L’ambizione di Jean Rondeau e le difficoltà incontrate come pilota privato, lo portano a dare una importante svolta alla sua carriera diventando costruttore.
In quel periodo in Francia, dopo le vittorie della Matra, non c’era nessuna squadra che puntasse alla vittoria assoluta. Da questo desiderio nacquero due progetti: uno patrocinato dall’ex-progettista Peugeot Gerard Welter e l’altro su iniziativa di Jean Rondeau. Entrambi i progetti, che miravano a formare una “Equipe de France”, partivano dall’idea di utilizzare il motore PRV (Peugeot, Renault e Volvo) V6 2,7 litri ed i prototipi furono costruiti secondo le regole del Gruppo 6 – GTP, le cosiddette Gran Turismo Prototipo. Rondeau, che aveva bene in mente la potenza del Ford-Cosworth DFV scelse di costruire una GTP competitiva ma poco “patriottica”, scommettendo sul motore britannico, potente e affidabile, a discapito del propulsore francese derivato dalla serie. Questa scelta gli valse la mancanza di sostegno da parte delle grandi aziende francesi, che appoggiarono inizialmente il progetto di Gerard Welter. A questo punto Rondeau giocò una carta a sorpresa e firmò un contratto con la multinazionale della carta Inaltera : tale accordo comprendeva, in cambio della sponsorizzazione, l’attribuzione del nome del prototipo in fase di costruzione. Il patriottismo francese si schierò contro Rondeau, tanto che alla 24 Ore di Le Mans del 1976 la TF1, la principale emittente televisiva francese, diede ordini specifici ai suoi commentatori di non pronunciare il nome dello sponsor di Rondeau e nemmeno il nome ufficiale del prototipo, che fu battezzato Inaltera LM. Le due vetture che vennero iscritte alla gara furono completate in soli 5 mesi da Rondeau, un gruppo di suoi amici di lunga data e dai dipendenti del “Bureau de Design Ovale”, l’azienda che aveva progettato l’aerodinamica della Inaltera LM e furono letteralmente costruite nel cortile della sua casa, a pochi passi del circuito La Sarthe. La Inaltera, ed in seguito la Rondeau, deve fare i conti con le Porsche e con la Renault, che vincono le edizioni della maratona francese.

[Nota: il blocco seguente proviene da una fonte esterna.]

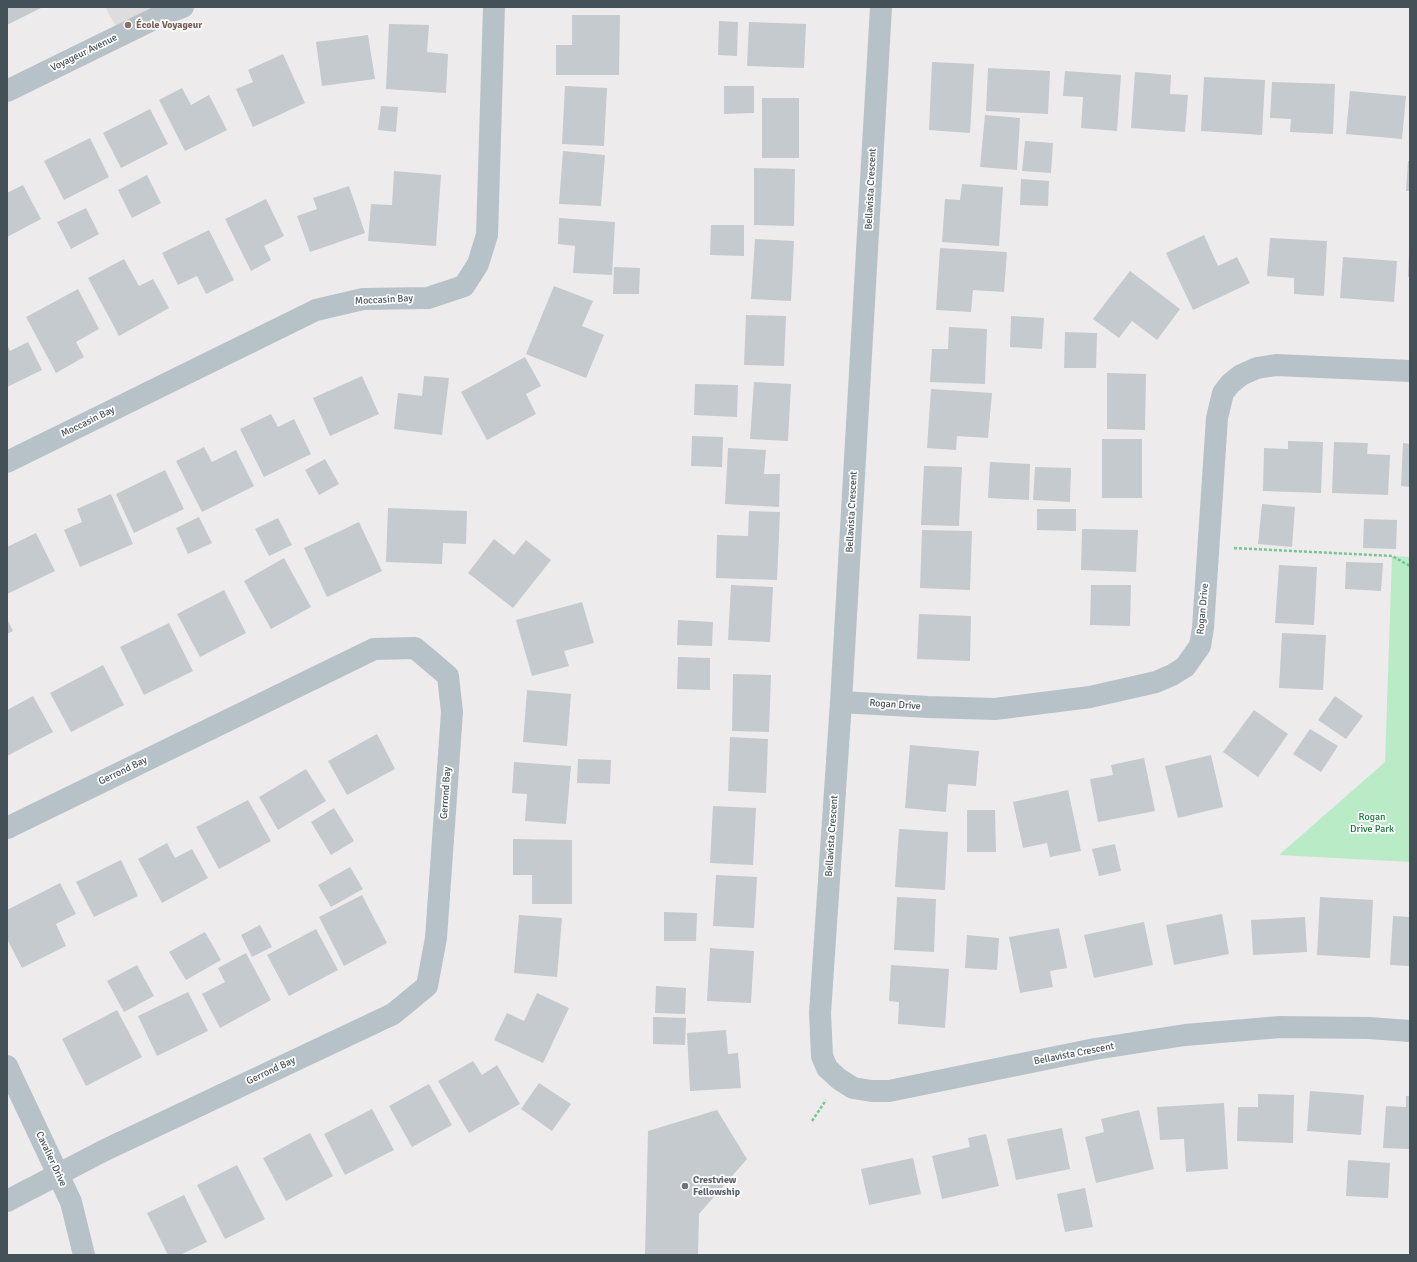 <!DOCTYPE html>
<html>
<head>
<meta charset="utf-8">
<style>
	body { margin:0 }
	#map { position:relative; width:1417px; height:1262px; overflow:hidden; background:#eeebec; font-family:Signika,sans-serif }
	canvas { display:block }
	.frame { position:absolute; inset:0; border:8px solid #455158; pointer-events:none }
</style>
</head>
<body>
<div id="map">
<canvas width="1417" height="1262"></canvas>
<div class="frame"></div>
</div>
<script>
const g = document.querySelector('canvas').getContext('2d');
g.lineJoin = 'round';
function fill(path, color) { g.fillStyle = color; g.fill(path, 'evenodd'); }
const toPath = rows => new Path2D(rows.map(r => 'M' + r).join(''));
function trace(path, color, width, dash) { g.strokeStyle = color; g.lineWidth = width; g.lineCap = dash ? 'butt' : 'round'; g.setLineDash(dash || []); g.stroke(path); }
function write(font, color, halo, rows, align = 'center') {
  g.font = font + ' Signika,sans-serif'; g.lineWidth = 3.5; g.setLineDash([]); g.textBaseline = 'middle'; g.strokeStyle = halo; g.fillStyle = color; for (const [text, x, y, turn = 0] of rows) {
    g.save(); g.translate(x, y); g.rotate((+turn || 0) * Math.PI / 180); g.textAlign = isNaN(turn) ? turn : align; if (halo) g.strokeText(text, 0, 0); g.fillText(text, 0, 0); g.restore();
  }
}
const education = toPath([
	[105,7,183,7,121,35]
]);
const green = toPath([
	[1392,556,1410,557,1410,862,1279,855,1385,762]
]);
const building = toPath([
	[7,7,43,7,7,25],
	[572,15,620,15,619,75,556,75,556,45,572,45],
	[719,21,738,22,737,56,718,55],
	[749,22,806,24,804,68,747,66],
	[389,24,429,25,427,52,448,54,446,93,386,89],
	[368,35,375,79,322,86,316,42],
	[283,54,305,103,253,127,236,89,253,82,248,70],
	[932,62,974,64,970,133,929,130],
	[988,68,1050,71,1048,114,986,111],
	[1065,71,1121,75,1117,131,1081,128,1083,97,1063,96],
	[1135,72,1171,75,1170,94,1188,95,1185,132,1131,128],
	[1204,77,1265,80,1262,135,1201,131],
	[1272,82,1335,84,1333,134,1290,132,1291,119,1270,118],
	[565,86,607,88,604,146,562,144],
	[724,86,754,86,754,113,724,114],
	[182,88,191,105,209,95,227,130,185,151,159,100],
	[1350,91,1406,96,1402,139,1346,134],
	[762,98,799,98,799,158,762,158],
	[381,106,398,107,396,132,378,130],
	[150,109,168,144,121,168,103,133],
	[985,115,1020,118,1017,170,980,167],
	[90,138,109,177,64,200,44,161],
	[1025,141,1053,143,1051,173,1022,171],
	[563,151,605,155,601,206,559,204],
	[1408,161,1410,161,1410,191,1406,191],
	[754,168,795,169,794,226,754,225],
	[394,171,441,175,436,246,368,241,371,204,392,205],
	[147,175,161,203,132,218,118,190],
	[1021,179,1049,181,1048,206,1020,205],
	[962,184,1003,187,999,246,942,242,945,199,960,200],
	[23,185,41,219,7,237,7,193],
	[349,186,365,233,310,252,297,216,317,209,313,198],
	[266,199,284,236,264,246,271,260,251,271,225,219],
	[86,208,99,234,71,249,57,222],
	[559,218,615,222,612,275,573,273,575,246,558,244],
	[711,225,744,225,744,256,710,255],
	[209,230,234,280,206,294,197,276,178,285,162,253],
	[1204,235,1218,266,1237,257,1250,283,1193,310,1166,253],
	[1270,238,1327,241,1324,296,1294,294,1294,278,1267,276],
	[755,239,794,241,791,301,751,299],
	[940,248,1007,252,1004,292,973,290,971,312,936,310],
	[1409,253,1410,253,1410,277,1408,277],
	[1343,257,1397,261,1394,302,1340,298],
	[124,259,139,286,153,279,169,308,119,336,88,278],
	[614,267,640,268,639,294,613,294],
	[1130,271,1180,309,1157,340,1132,321,1119,338,1093,319],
	[554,286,593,301,582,326,604,335,586,378,526,354],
	[78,289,99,329,76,342,84,357,56,373,26,317],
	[746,315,786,316,784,366,744,365],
	[1011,316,1044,318,1042,349,1010,347],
	[949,327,987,329,985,384,930,382,932,349,948,349],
	[1065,332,1097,333,1096,368,1064,368],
	[28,342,42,370,7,387,7,345,10,351],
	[525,357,541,386,526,394,536,414,487,440,461,392],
	[1107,373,1146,374,1145,430,1107,429],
	[362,376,379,414,330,436,313,398],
	[424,376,449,378,442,435,394,429,398,393,422,396],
	[754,382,791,384,788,441,750,439],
	[695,384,738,385,737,417,694,415],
	[931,389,992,393,988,438,957,436,956,450,927,448],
	[271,414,278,427,294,419,311,454,264,477,240,429],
	[692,436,723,437,722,467,691,466],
	[1102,439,1142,439,1142,498,1102,498],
	[1288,441,1323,442,1321,493,1263,491,1264,448,1288,449],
	[1334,442,1368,443,1367,454,1390,455,1388,495,1332,493],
	[1403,443,1410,444,1410,487,1401,486],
	[204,447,212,462,236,450,254,486,202,512,176,461],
	[728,448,766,450,764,474,780,474,779,507,725,504],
	[325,459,339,484,319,495,305,470],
	[990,462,1030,464,1029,500,988,498],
	[924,466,962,467,959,526,921,525],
	[1035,467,1071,468,1070,502,1033,500],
	[165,470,184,509,134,533,116,494],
	[111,494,133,544,80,567,64,530,82,522,77,509],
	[1262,504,1295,507,1292,547,1258,544],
	[388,508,467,511,466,544,443,543,442,564,386,562],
	[1037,509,1076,509,1076,531,1037,530],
	[749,511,780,512,777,580,716,578,717,535,748,536],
	[199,517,212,543,188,554,176,528],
	[278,518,292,545,269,556,255,529],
	[1364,519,1397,520,1396,549,1363,548],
	[359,522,382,571,327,597,304,548],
	[1082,529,1138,530,1136,572,1081,570],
	[922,530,972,531,970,590,920,588],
	[36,533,55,571,7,594,7,547],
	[494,539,514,555,526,540,551,560,513,608,468,573],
	[284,558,311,607,271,629,244,581],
	[1346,562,1383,563,1381,591,1345,589],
	[1279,565,1317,567,1314,625,1275,623],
	[731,585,773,587,770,642,728,640],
	[1091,585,1131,585,1130,626,1090,625],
	[224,590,246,633,200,657,177,614],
	[582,602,594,643,564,651,569,666,532,676,516,620],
	[919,614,971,616,970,661,917,659],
	[7,619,13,631,7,634],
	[678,620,713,622,712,646,677,645],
	[169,623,193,671,144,695,120,647],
	[1282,633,1326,635,1323,690,1279,688],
	[678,657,710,658,710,690,677,689],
	[103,665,124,705,71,732,50,693],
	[733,674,771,675,769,732,732,731],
	[527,690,571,694,567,746,523,742],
	[33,696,53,732,7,756,7,710],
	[1335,696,1363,716,1346,739,1318,720],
	[1254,710,1288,734,1258,777,1223,752],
	[1310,729,1338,746,1321,772,1293,754],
	[377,734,395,769,347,795,328,761],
	[730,737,768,739,766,793,728,791],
	[910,745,979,751,976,786,948,784,946,812,905,808],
	[1211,755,1223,807,1178,818,1165,766],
	[1144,758,1155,811,1098,822,1090,779,1113,775,1111,765],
	[578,759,611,760,610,784,577,783],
	[514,762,571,766,566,824,525,821,527,794,512,793],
	[306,769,326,801,278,830,259,797],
	[1068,790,1081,851,1050,857,1047,843,1023,848,1013,802],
	[248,800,271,841,219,869,196,827],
	[713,806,756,808,753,865,710,863],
	[334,808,354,841,331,855,311,822],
	[967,810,995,810,996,852,967,852],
	[899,829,948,832,945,890,895,887],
	[513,839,572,840,572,904,532,904,532,875,513,875],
	[167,843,175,858,192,849,208,878,162,903,138,859],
	[1115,844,1121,871,1099,876,1092,849],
	[121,860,138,896,94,917,76,882],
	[350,867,363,889,331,907,318,885],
	[716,875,757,877,754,928,713,926],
	[60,883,76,914,56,924,66,946,22,968,7,939,7,910],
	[362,895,387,943,344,966,319,917],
	[897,897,936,899,934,952,894,950],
	[1320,897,1373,900,1370,958,1317,955],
	[664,912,697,913,696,941,664,941],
	[1222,914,1229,954,1174,965,1166,925],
	[519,915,562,918,557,977,514,973],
	[1393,916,1410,917,1410,966,1390,965],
	[1305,917,1307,952,1253,955,1251,920],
	[1144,922,1153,965,1094,978,1084,935],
	[260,925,272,947,252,957,241,935],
	[1059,928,1067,968,1050,971,1053,987,1020,993,1009,937],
	[316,929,338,970,289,996,267,955],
	[205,932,221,960,186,980,169,952],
	[967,935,999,938,997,970,965,968],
	[710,948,754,951,751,1003,707,1001],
	[246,953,271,1000,220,1028,202,994,225,982,218,968],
	[137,965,154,996,124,1012,107,981],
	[891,965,949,969,945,1028,898,1024,899,1002,889,1001],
	[656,986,686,988,685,1014,655,1013],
	[188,992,208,1031,157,1056,138,1016],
	[537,993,569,1008,543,1063,494,1040,507,1013,524,1021],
	[117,1010,142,1057,86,1086,62,1039],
	[653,1017,686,1018,685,1045,653,1044],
	[726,1030,728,1054,738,1053,741,1088,690,1091,687,1033],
	[473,1061,482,1075,497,1065,520,1104,469,1133,438,1081],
	[539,1083,571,1104,552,1131,521,1109],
	[429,1084,452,1125,412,1147,389,1106],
	[1310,1091,1364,1095,1361,1135,1307,1131],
	[1258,1094,1294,1095,1293,1143,1237,1141,1238,1107,1258,1107],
	[1406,1096,1410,1096,1410,1149,1383,1148,1386,1106,1406,1107],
	[1224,1103,1228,1169,1186,1172,1184,1139,1160,1140,1157,1107],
	[372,1109,394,1150,345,1175,324,1134],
	[717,1110,747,1159,699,1214,698,1255,645,1255,648,1131],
	[1139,1110,1154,1169,1096,1183,1085,1137,1104,1132,1101,1119],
	[1062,1128,1070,1169,1016,1180,1007,1139],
	[310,1133,333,1176,286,1201,263,1158],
	[986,1134,999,1186,942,1199,932,1156,970,1147,968,1138],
	[913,1158,921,1194,869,1205,861,1169],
	[1348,1160,1390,1163,1388,1198,1346,1196],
	[237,1165,265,1219,225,1239,197,1185],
	[1085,1188,1093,1227,1065,1232,1057,1194],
	[184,1195,207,1242,180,1255,168,1255,147,1213]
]);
const path = toPath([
	[1234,548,1392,556,1410,566],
	[812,1121,826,1100]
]);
const minor = toPath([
	[881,7,841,702,820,1013,822,1056,827,1068,839,1079,853,1088,872,1091,889,1091,1095,1049,1185,1035,1280,1027,1369,1028,1410,1031],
	[7,91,164,14,183,7],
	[7,462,316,310,363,299,428,298,464,286,478,264,487,235,494,7],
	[841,702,928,707,995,709,1090,697,1156,682,1172,675,1185,667,1200,646,1203,628,1217,418,1223,393,1230,384,1241,375,1257,368,1276,365,1410,371],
	[7,828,374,649,415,648,448,676,452,712,436,938,427,986,393,1014,105,1150,7,1201]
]);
const tertiary = toPath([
	[7,1066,71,1202,84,1255]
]);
const markers = [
	[128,25,4,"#8d6e63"],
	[685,1186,4,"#6b7280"]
];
const educationNames = [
	["École Voyageur",136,25]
];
const streetNames = [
	["Voyageur Avenue",84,53,-26],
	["Bellavista Crescent",871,189,-87],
	["Moccasin Bay",384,300,-3],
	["Moccasin Bay",88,422,-26],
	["Bellavista Crescent",852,512,-87],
	["Rogan Drive",1203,609,-85],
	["Rogan Drive",895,705,4],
	["Gerrond Bay",123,771,-26],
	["Gerrond Bay",446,793,-86],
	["Bellavista Crescent",832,836,-86],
	["Bellavista Crescent",1074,1054,-11],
	["Gerrond Bay",271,1071,-25],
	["Cavalier Drive",51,1159,65]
];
const parkNames = [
	["Rogan",1372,817],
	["Drive Park",1372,829]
];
const worshipNames = [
	["Crestview",693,1180],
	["Fellowship",693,1192]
];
fill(education, '#dfdcdd');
fill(green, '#baebc7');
fill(building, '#c5cace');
trace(path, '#74c794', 2.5, [3, 2]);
trace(minor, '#b7c2c8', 22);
trace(tertiary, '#b7c2c8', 22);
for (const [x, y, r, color] of markers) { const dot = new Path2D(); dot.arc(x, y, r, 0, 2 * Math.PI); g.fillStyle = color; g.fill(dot); trace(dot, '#fff', 1.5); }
write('bold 10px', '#785e54', '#fff', educationNames, 'left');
write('10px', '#455158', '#fff', streetNames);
write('10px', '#1a753c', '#fff', parkNames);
write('bold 10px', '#5b616d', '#fff', worshipNames, 'left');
</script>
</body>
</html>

Nel 1978 finalmente la vettura prende il nome di Rondeau M378 , laddove la M viene utilizzata per omaggiare l’addetta alle pubbliche relazioni del team Majorie Brosse, la quale piazza il miracolo e trova i finanziamenti per sostituire Inaltera. La vettura , una logica evoluzione della Inaltera LM motorizzata dal classico Cosworth DFV , si piazza nona assoluta , l’anno successivo arriva la M379 , e ben tre vetture vengono iscritte alla 24 ore , l’equipaggio Ragnotti, Beltoise, Pescarolo vince la classifica del “gruppo 6” e sono quinti assoluti. Ma è il 1980 l’anno in cui i sogni avuti dall’età di tre anni del piccolo Jean diventano realtà , è l’anno del trionfo: la Rondeau 379B, con il DFV di 3 litri preparato da Mader, vince la 24 ore di Le Mans , pilotata dallo stesso Jean Rondeau e da Jean Pierre Jassaud. Per il pilota-costruttore di Le Mans è il trionfo, il raggiungimento del più grande ed importante obiettivo della sua vita. La gara ha un andamento rocambolesco , ma tutte le circostanze girano per poter realizzare il sogno , pronti-via sembra il diluvio universale , e di pioggia ne viene tanta per tutta la notte , timidamente la Rondeau numero 16 timidamente risale la china e al mattino si presenta al comando, in seconda posizione man mano che la pista si asciuga la Porsche del plurivincitore Jackie Ickx rimonta ma a mezz’ora dalla fine riprende a piovere che Dio la manda , Ickx monta le “rain” , mentre Jassaud al volente in quel frangente , tenta l’azzardo resta in pista con le “slick” , il belga rimonta furiosamente ma ormai la maratona volge al termine , all’ultimo giro un ultimo sussulto al cuore , il pilota della Rondeau sbanda va largo in una curva ma miracolosamente riesce a non impantanarsi negli ormai acquitrini delle vie di fuga di Le Mans e si presenta sul traguardo dove centomila francesi in piedi piangono e cantano la marsigliese. Il sogno è diventato realtà.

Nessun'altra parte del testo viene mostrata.